* Your instructions *
Whenever a line of the records below contains the word "filters", copy that line.

* Dataset records *
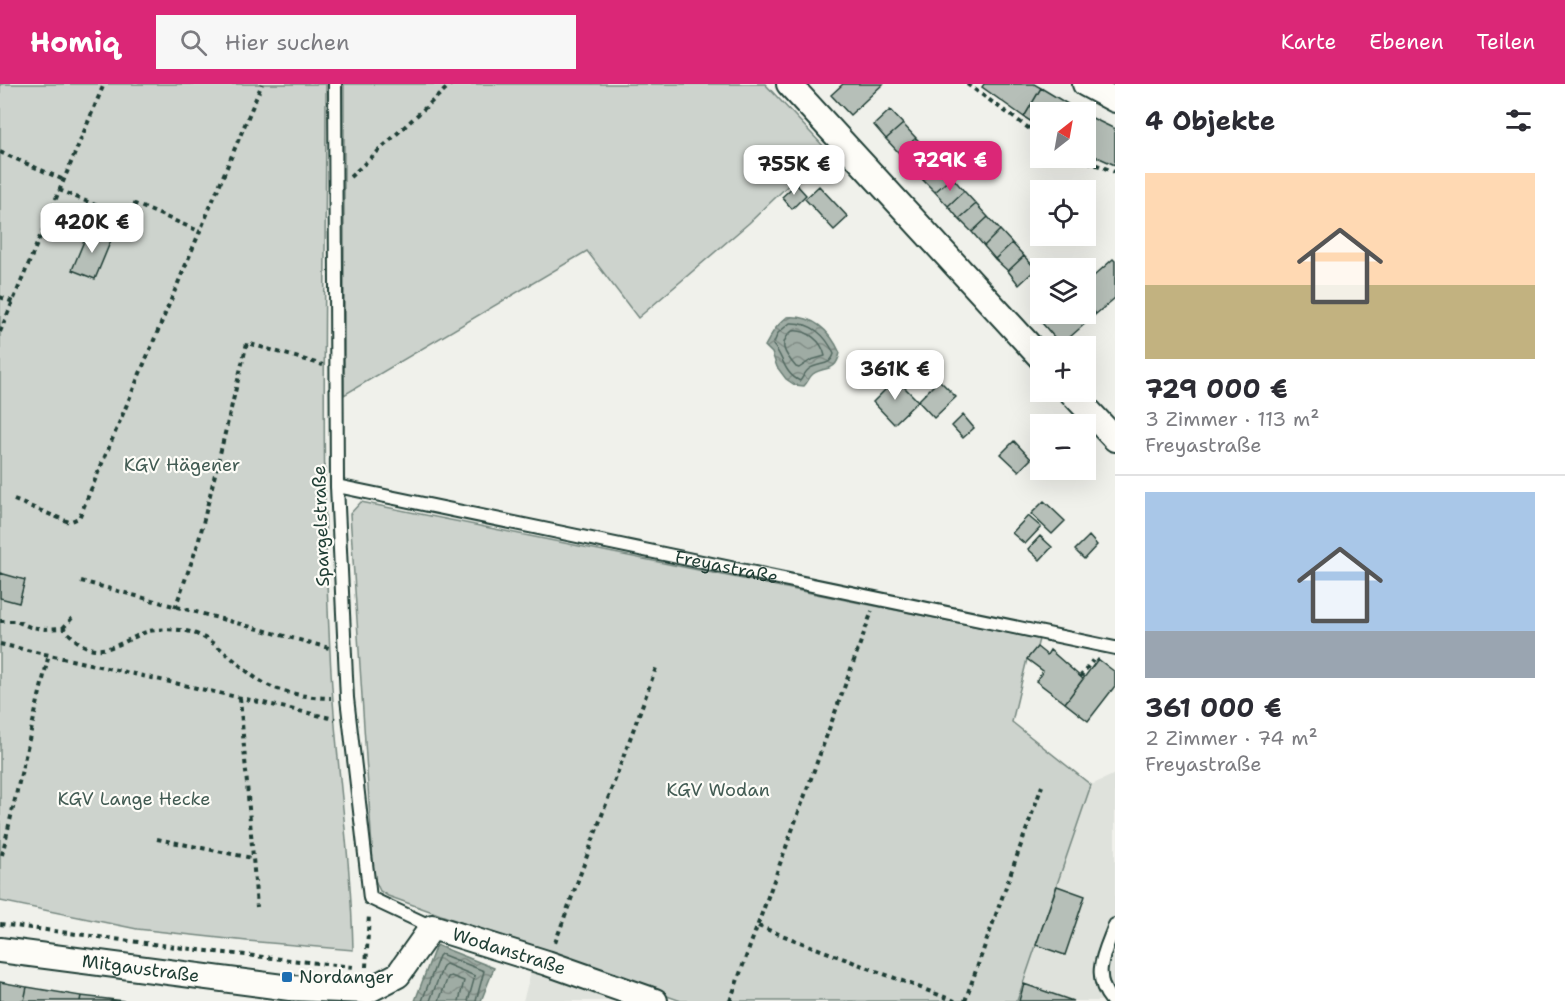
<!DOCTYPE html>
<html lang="de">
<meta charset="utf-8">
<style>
body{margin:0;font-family:"Shantell Sans",sans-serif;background:#f7f7f7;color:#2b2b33;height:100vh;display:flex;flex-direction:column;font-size:22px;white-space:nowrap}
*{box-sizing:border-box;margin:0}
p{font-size:20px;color:#7c7c81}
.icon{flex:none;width:33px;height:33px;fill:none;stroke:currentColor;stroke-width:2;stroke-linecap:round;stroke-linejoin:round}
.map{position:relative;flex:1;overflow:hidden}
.side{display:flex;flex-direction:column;background:#fff;width:450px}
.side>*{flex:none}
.needle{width:39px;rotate:31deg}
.controls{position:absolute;left:1030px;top:18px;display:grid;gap:12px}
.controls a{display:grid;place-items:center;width:66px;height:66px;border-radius:0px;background:#fff;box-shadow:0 6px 24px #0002;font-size:30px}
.price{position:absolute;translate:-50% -51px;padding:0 14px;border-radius:12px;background:#fff;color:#222;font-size:20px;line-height:39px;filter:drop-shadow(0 2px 3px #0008)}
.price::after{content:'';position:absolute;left:50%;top:36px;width:18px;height:14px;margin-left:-9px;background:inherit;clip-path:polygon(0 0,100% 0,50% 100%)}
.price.active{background:#db2777;color:#fff}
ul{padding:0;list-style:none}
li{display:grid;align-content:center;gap:12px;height:318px;padding:0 30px}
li+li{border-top:2px solid #e1e1e2}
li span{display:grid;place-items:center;height:186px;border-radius:0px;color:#555}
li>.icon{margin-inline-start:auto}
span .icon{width:108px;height:108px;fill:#fffc;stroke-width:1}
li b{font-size:26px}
h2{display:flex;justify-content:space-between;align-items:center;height:72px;padding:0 30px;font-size:26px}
header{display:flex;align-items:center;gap:36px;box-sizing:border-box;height:84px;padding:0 30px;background:#db2777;color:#fff}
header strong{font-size:28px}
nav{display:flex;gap:33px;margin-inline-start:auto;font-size:21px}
.search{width:420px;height:54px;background:#f7f7f7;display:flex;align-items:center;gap:15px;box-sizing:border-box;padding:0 21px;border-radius:0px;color:#7c7c81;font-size:22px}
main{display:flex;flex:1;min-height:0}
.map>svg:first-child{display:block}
</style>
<header>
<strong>Homiq</strong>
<div class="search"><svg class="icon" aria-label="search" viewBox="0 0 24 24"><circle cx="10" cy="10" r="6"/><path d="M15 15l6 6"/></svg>Hier suchen</div>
<nav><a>Karte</a><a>Ebenen</a><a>Teilen</a></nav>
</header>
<main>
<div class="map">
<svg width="1115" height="917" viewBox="0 0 1115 917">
<defs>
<pattern id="water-waves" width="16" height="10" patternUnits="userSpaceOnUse" patternTransform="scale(1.5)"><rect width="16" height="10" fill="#9faca4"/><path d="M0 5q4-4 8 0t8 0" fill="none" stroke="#818d86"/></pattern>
</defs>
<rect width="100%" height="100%" fill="#f0f1eb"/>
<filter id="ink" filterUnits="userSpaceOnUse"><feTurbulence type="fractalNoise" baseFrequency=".0167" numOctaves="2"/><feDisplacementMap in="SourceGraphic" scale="12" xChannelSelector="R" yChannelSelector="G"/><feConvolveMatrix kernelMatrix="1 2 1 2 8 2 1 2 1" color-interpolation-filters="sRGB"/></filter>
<g filter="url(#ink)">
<path fill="#dfe2dc" d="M1115,690V917H1017L1091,701Z
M532,884L626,917H523Z"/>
<path fill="#cdd3cd" stroke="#768880" stroke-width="1.5" d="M0,0H326C326,189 320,379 330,568C334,668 351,766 353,866L247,857L137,845L0,817Z
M344,0H765L826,65L749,139L638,234L587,167L344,311Z
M361,418L1039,555L1037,563L1027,575L1012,638L1091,701L1017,917H681L388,812L380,807L374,794L350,430Z"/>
<path fill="url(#water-waves)" stroke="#6c8077" stroke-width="1.5" d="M787,233C814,231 830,247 840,269C835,290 826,281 813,290C809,293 808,298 804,302L795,301L786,295L777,283L772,269L765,262C773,248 774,244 787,233Z
M436,861L494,884L481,917H415Z"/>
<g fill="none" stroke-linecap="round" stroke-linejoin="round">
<path stroke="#526961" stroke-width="1.5" d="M790,239C811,238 826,251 834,270C830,283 819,278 809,285C805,288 803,293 800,297C783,289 784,273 773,261L778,249Z
M792,247C807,245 822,257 825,272L811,276L799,284L796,283C785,270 777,260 792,247Z
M422,917L439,872L441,870L484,887L476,917
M430,917L443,882L446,880L475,892L468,917
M439,917L448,893L451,892L464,897L459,917"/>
</g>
<path fill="#b6bfb8" stroke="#1f3d34" stroke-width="1.5" d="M843,0H883L850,31L831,11Z
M984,0H1034L1041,4L1024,33L982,3Z
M1041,4L1081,28H1041V44L1024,33Z
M890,26L903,40L886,55L874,41Z
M1086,31L1115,45V81L1086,68Z
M903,40L916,54L899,69L886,55Z
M916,54L928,67L911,83L899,69Z
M928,67L940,80L923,96L911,83Z
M940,80L952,93L935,108L923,96Z
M952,93L964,107L948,122L935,108Z
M796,100L806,111L792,125L782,113Z
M819,102L848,133L834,146L805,115Z
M964,107L976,120L959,135L948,122Z
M976,120L988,133L972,148L959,135Z
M988,133L1000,146L984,162L972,148Z
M89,145L112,154L95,195L72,186Z
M1000,146L1012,159L995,175L984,162Z
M1012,159L1024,172L1008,187L995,175Z
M1024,172L1036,185L1019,201L1008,187Z
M1113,175L1115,177V214L1096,230L1086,218V199Z
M1086,218L1096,230L1061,261L1042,239L1052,230H1086Z
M896,295L918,317L894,340L873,318Z
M939,296L956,313L934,334L918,317Z
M963,331L974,344L963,354L952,342Z
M1014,357L1031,375L1019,387L1001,370Z
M1044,417L1065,437L1052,450L1031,430Z
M1028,432L1041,443L1025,460L1012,449Z
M1040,452L1052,463L1040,476L1028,465Z
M1089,452L1097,461L1084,475L1075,466Z
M0,489L25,496L19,519L0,514Z
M1037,563L1047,571L1050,566L1083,595L1065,619L1036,597L1043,587L1027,575Z
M1098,575L1115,588V602L1088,637L1065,619Z
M1057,802L1085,812L1065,871L1036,861Z
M0,898L27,903L24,917H0Z
M1024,900L1073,917H1019Z
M27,903L81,912L80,917H24Z
M81,912L125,917H80Z"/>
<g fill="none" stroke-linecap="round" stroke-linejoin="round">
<g stroke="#1f3d34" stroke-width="16">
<g id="service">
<path d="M335,0L337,402L347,614L370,814L432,843"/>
<path id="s1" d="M337,402L1115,564"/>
<path d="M1112,917C1090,891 1105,868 1115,841"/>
</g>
</g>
<g stroke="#1f3d34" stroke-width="28">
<g id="minor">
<path d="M789,0L1041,274"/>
<path d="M1085,0L1115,16"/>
<path d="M1071,308L1115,355"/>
<path id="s2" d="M0,866L290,904L367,907L398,891L432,843L547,879L655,917"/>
</g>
</g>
<path stroke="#1f3d34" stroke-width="4" stroke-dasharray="4.5 4.5" stroke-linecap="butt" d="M967,0L1041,53
M0,68L64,96
M1079,74L1115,88
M350,93L451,0
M59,106L129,135L135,120L199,147
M0,213L13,218
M0,248L104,0
M14,416L69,438L79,434L262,0
M81,497L329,564
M175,524L198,460L247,259L323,281
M0,537H16L30,543L45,545L63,544C70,550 76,558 85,562C107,573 129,553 149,547C160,545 171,545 181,546C212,550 233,578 257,595C276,608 308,614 331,614
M63,544L72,534
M0,560L335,635
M1080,593L1093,576
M240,614L257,823
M157,755L252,774
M2,771L49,570
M0,840L199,866L354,883
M758,842L955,917
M555,859L656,584
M366,883L369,831
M730,917L872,527
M965,917L1042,702"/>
<use href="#service" stroke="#fdfcf7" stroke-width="12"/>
<use href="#minor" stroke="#fdfcf7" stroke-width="24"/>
</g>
</g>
<rect fill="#1f6fb2" stroke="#fdfcf7" stroke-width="2" x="281" y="887" width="12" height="12" rx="3"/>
<g text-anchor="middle" stroke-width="4.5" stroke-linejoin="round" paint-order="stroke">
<g font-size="18" fill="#425b53" stroke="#fdfcf7">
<text x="182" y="387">KGV Hägener</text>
<text x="718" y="712">KGV Wodan</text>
<text x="134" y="721">KGV Lange Hecke</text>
</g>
<g font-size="18" fill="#1f3d34" stroke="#fdfcf7">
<text transform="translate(321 442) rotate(-92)" y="6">Spargelstraße</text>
<text dy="6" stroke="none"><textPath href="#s1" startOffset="398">Freyastraße</textPath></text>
<text dy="6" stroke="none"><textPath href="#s2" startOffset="544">Wodanstraße</textPath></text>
<text dy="6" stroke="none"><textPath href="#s2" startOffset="142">Mitgaustraße</textPath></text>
</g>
<g font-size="18" fill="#1f3d34" stroke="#fdfcf7" text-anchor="start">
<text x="299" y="899">Nordanger</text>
</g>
</g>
</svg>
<div class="controls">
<a><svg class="needle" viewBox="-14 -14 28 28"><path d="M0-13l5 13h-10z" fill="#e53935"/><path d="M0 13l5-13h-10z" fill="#7c7c81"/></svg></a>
<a><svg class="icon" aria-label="locate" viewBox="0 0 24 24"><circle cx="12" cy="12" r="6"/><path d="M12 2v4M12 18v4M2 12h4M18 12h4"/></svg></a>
<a><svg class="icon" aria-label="layers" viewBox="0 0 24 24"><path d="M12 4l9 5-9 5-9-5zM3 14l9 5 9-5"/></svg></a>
<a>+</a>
<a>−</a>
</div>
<b class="price active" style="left:950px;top:108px">729K €</b>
<b class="price" style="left:794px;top:112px">755K €</b>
<b class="price" style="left:92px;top:170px">420K €</b>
<b class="price" style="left:895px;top:317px">361K €</b>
</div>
<section class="side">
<h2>4 Objekte<svg class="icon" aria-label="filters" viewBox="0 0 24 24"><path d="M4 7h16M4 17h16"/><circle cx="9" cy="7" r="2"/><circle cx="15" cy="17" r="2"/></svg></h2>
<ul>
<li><span style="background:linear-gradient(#ffd9b3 60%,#c2b280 0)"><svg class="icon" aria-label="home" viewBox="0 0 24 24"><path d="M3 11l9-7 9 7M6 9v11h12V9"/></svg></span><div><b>729 000 €</b><p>3 Zimmer · 113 m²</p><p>Freyastraße</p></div></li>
<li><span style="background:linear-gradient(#a9c7e8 75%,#9aa5b1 0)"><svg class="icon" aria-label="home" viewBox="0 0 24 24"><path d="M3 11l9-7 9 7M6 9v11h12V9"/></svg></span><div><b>361 000 €</b><p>2 Zimmer · 74 m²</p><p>Freyastraße</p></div></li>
</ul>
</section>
</main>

* Exercise answer *
<filter id="ink" filterUnits="userSpaceOnUse"><feTurbulence type="fractalNoise" baseFrequency=".0167" numOctaves="2"/><feDisplacementMap in="SourceGraphic" scale="12" xChannelSelector="R" yChannelSelector="G"/><feConvolveMatrix kernelMatrix="1 2 1 2 8 2 1 2 1" color-interpolation-filters="sRGB"/></filter>
<h2>4 Objekte<svg class="icon" aria-label="filters" viewBox="0 0 24 24"><path d="M4 7h16M4 17h16"/><circle cx="9" cy="7" r="2"/><circle cx="15" cy="17" r="2"/></svg></h2>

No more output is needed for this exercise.